Afterwards the Ukip MEP reported how Mr Trump’s team is concerned over previous comments made by Ms May and her ministers about the US leader and he urged her to “mend some fences”.
A leaked memo from the UK’s US ambassador also embarrassingly suggested Mr Trump’s outlandish policies may need to “evolve”.
Last night the President-elect said he would deport up to three million “undocumented immigrants” upon taking office.
After details of Mr Farage’s meeting emerged, A No 10 source told The Independent: “The Government has its own very positive interactions with the President-elect and the US government, and we have it in the appropriate way.
“We had a phone call and they have agreed to meet after that. The embassy out there is fully engaged with his team. [Vice president-elect] Mike Pence’s first call was to Boris Johnson.”
The source added that officials are now working towards the Prime Minister travelling to the States in early 2017.
He went on: “A lot of people have had a lot of opinions about politicians in the past.
“But there has been a democratic election in the US and in the UK we have a Prime Minister who is getting on with the job.”
After the meeting Twitter was awash with pictures showing a beaming Mr Farage standing next to Mr Trump, who gave the Ukip interim leader time despite being yet to fully form his staff.
Mr Farage then took to the airwaves giving an interview in which he ranged across international affairs, at one point apparently telling Nato members to come together and sort out their differences.
He then went on to explain how the British Government could improve relations with the US, saying: “Number 10, the very senior staff members there, were rude about Trump in the campaign and seemed to take a negative view on me being here and meeting the President-elect.
“I would have thought in the national interest they perhaps ought to bury their personal enmity towards me and we ought to have a constructive conversation.”
He offered his services to the British Government adding that it was time for Downing Street to “mend some fences”.
While No 10 has tried to stamp out the idea that Mr Farage has any role in building bridges with Mr Trump, the Ukip leader did not deny he had conversations with individual Conservative ministers on the matter.
Other top Tory figures were livid at Mr Farage’s performance, with chairman of the Foreign Affairs Select Committee Crispin Blunt branding it “completely implausible” that he act as some unofficial intermediary for the Government.
Former Tory leader Iain Duncan Smith MP added: “Nigel Farage is just trying to get attention. This is an ego trip – not a diplomatic one.”
Downing Street’s discomfort over the Ukip man’s proximity to the President-elect, was compounded by the fact that Ms May and Foreign Secretary Boris Johnson have reneged on their previous criticism of Mr Trump in a bid to woo him since the election.
Lib Dem Leader Tim Farron said Mr Farage’s visit was a black eye, adding: “Theresa May’s government has gone out of its away to be nice to Trump and it gets thrown back in their faces.”

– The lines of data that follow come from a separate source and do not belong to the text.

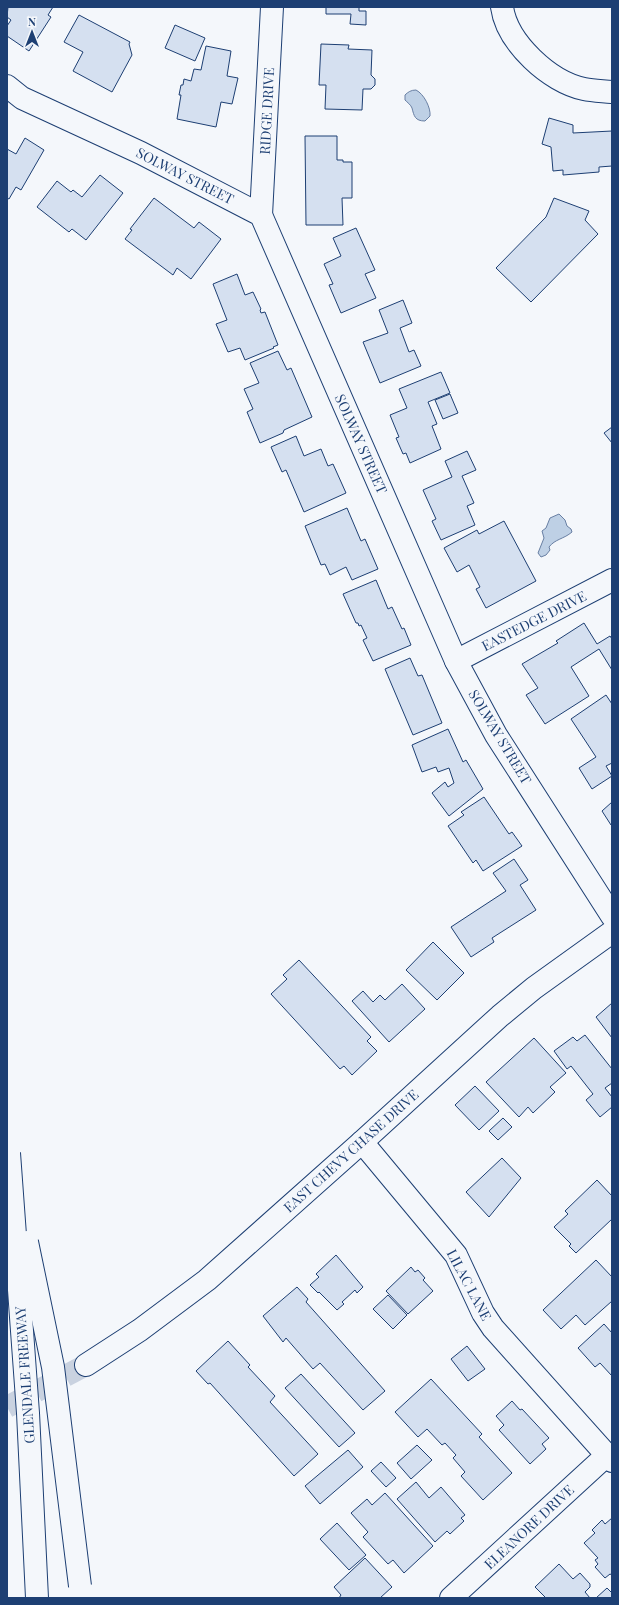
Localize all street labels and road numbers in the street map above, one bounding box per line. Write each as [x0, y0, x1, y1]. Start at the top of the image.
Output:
street label: RIDGE DRIVE [255, 67, 278, 155]
street label: SOLWAY STREET [133, 143, 238, 209]
street label: SOLWAY STREET [331, 391, 392, 497]
street label: EASTEDGE DRIVE [478, 586, 589, 655]
street label: SOLWAY STREET [465, 686, 536, 788]
street label: EAST CHEVY CHASE DRIVE [279, 1085, 422, 1216]
street label: LILAC LANE [443, 1246, 496, 1324]
street label: GLENDALE FREEWAY [10, 1305, 39, 1444]
street label: ELEANORE DRIVE [480, 1480, 578, 1573]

Downing Street also had to deal with the fallout from the memo leaked to The Sunday Times showing US Ambassador Sir Kim Darroch boasting that the UK is best placed to help the new leader “evolve” his policies.
But in her speech, Ms May will seek to regain the initiative, explaining how Brexit and the rise of Mr Trump show the downside of globalisation needs to be tackled.
She will tell a business audience at Mansion House that politicians must respond to changes that have left the world transformed in barely 12 months.
She was to say: “A year ago, few among us would have predicted the events ahead. A clear, determined decision to leave the European Union and forge a bold, new, confident future for ourselves in the world.
“And, of course, a new president-elect in the US who defied the polls and the pundits all the way up to election day itself.
“Change is in the air. And when people demand change, it is the job of politicians to respond.”
In a key section on how the UK can be made stronger post-Brexit, she will then say: “As we leave the European Union, we will also use the strength and size of our economy to lead the way in getting out into the world and doing new business with old allies and new partners alike.”